## [Exercise]
Among the entries below, tally each line in which the word "lists" is found, then state the tally alone.

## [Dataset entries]
=== Begin Enclosure ===

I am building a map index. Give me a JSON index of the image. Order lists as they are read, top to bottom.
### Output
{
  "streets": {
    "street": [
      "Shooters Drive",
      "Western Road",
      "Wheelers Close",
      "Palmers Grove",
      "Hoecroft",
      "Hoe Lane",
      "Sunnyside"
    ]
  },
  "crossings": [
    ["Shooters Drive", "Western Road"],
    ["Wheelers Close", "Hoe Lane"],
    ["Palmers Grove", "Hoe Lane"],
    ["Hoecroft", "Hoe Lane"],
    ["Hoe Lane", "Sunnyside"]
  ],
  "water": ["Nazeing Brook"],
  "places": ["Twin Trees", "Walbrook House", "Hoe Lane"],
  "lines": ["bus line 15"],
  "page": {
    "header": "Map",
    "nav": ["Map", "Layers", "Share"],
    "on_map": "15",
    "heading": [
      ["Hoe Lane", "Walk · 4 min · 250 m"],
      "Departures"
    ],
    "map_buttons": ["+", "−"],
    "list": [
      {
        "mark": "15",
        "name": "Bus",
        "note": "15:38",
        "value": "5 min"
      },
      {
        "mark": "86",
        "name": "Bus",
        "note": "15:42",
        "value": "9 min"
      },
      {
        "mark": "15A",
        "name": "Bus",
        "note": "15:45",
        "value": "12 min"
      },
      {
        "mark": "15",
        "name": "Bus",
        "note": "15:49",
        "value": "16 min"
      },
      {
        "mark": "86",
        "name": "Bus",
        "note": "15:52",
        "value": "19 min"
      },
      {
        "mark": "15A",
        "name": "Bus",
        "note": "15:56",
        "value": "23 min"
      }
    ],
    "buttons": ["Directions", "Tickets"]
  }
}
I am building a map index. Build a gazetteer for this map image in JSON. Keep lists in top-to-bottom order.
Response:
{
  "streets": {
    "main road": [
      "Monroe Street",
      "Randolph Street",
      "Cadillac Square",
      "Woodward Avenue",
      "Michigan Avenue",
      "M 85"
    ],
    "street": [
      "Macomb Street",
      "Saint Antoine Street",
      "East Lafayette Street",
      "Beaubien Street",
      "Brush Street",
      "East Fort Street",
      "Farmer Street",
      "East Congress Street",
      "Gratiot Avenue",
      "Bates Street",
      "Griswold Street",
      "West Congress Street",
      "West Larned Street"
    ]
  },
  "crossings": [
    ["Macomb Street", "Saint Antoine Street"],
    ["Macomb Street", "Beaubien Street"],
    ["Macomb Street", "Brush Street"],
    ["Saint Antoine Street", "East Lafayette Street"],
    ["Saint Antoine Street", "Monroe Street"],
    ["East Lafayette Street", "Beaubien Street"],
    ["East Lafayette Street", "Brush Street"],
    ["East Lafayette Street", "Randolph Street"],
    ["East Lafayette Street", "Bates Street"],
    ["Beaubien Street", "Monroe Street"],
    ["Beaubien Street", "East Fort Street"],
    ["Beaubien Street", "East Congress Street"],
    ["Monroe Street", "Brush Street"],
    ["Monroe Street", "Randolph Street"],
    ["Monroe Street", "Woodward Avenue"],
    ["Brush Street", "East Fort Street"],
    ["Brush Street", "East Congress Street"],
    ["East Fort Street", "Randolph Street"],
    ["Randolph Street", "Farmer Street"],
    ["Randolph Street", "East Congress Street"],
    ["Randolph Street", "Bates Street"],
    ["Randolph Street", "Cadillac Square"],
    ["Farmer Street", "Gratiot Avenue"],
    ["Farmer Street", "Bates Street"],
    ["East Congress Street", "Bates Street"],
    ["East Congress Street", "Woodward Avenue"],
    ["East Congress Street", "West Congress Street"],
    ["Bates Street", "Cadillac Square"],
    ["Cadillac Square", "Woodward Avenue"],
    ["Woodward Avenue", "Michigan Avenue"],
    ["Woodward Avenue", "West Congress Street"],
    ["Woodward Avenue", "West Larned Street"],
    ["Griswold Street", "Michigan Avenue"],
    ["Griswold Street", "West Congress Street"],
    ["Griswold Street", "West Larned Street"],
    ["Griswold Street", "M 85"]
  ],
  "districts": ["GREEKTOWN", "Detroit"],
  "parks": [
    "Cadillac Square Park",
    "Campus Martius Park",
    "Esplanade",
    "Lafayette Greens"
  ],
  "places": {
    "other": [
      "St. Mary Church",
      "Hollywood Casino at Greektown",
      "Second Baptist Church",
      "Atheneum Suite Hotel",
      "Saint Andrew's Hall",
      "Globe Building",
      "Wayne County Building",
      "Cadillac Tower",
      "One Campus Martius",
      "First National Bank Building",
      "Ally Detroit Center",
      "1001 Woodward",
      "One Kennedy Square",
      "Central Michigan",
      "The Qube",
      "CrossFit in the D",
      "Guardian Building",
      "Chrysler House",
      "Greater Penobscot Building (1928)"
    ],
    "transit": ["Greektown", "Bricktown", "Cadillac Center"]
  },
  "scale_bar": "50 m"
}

=== End Enclosure ===

## [Result of this task]
2